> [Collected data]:
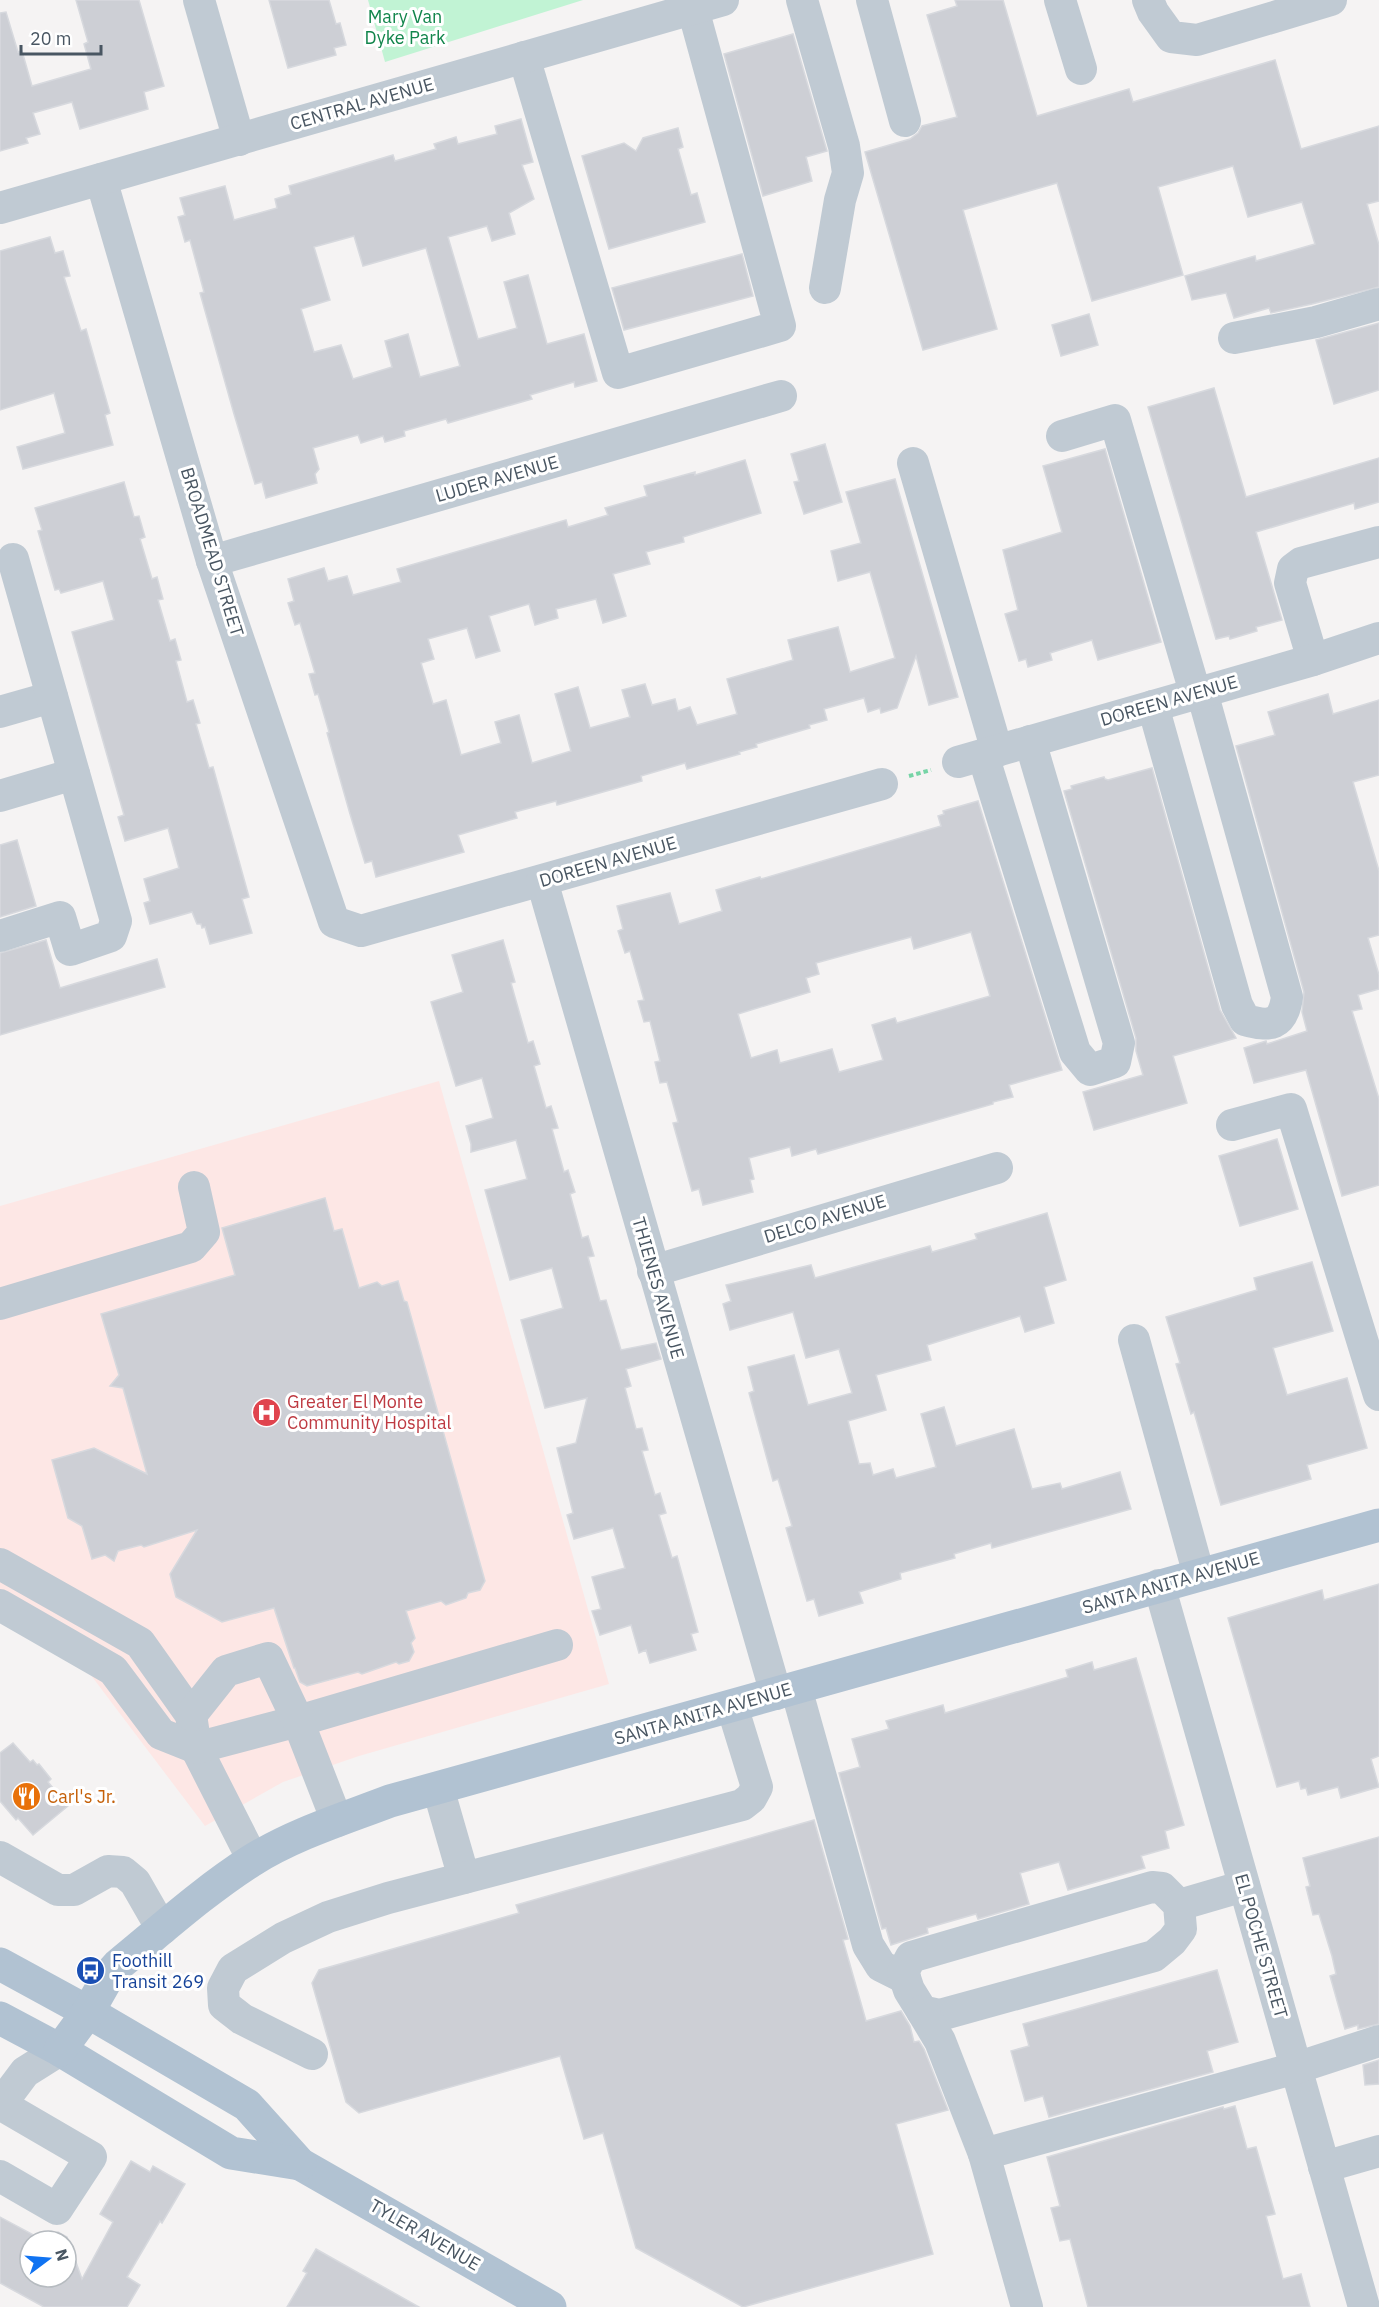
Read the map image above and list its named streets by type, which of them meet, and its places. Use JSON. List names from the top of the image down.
{
  "streets": {
    "main road": ["SANTA ANITA AVENUE", "TYLER AVENUE"],
    "street": [
      "CENTRAL AVENUE",
      "LUDER AVENUE",
      "BROADMEAD STREET",
      "DOREEN AVENUE",
      "DELCO AVENUE",
      "THIENES AVENUE",
      "EL POCHE STREET"
    ]
  },
  "crossings": [
    ["CENTRAL AVENUE", "BROADMEAD STREET"],
    ["LUDER AVENUE", "BROADMEAD STREET"],
    ["BROADMEAD STREET", "DOREEN AVENUE"],
    ["DOREEN AVENUE", "THIENES AVENUE"],
    ["DELCO AVENUE", "THIENES AVENUE"],
    ["THIENES AVENUE", "SANTA ANITA AVENUE"],
    ["SANTA ANITA AVENUE", "EL POCHE STREET"],
    ["SANTA ANITA AVENUE", "TYLER AVENUE"]
  ],
  "parks": ["Mary Van Dyke Park"],
  "places": {
    "hospital": ["Greater El Monte Community Hospital"],
    "restaurant": ["Carl's Jr."],
    "bus stop": ["Foothill Transit 269"]
  },
  "scale_bar": "20 m",
  "north": "right"
}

> [Exercise]: Only the wording of the records is wanted: copy it all exactly and omit the pictures.

> [Written solution]:
Read the map image above and list its named streets by type, which of them meet, and its places. Use JSON. List names from the top of the image down.
{
  "streets": {
    "main road": ["SANTA ANITA AVENUE", "TYLER AVENUE"],
    "street": [
      "CENTRAL AVENUE",
      "LUDER AVENUE",
      "BROADMEAD STREET",
      "DOREEN AVENUE",
      "DELCO AVENUE",
      "THIENES AVENUE",
      "EL POCHE STREET"
    ]
  },
  "crossings": [
    ["CENTRAL AVENUE", "BROADMEAD STREET"],
    ["LUDER AVENUE", "BROADMEAD STREET"],
    ["BROADMEAD STREET", "DOREEN AVENUE"],
    ["DOREEN AVENUE", "THIENES AVENUE"],
    ["DELCO AVENUE", "THIENES AVENUE"],
    ["THIENES AVENUE", "SANTA ANITA AVENUE"],
    ["SANTA ANITA AVENUE", "EL POCHE STREET"],
    ["SANTA ANITA AVENUE", "TYLER AVENUE"]
  ],
  "parks": ["Mary Van Dyke Park"],
  "places": {
    "hospital": ["Greater El Monte Community Hospital"],
    "restaurant": ["Carl's Jr."],
    "bus stop": ["Foothill Transit 269"]
  },
  "scale_bar": "20 m",
  "north": "right"
}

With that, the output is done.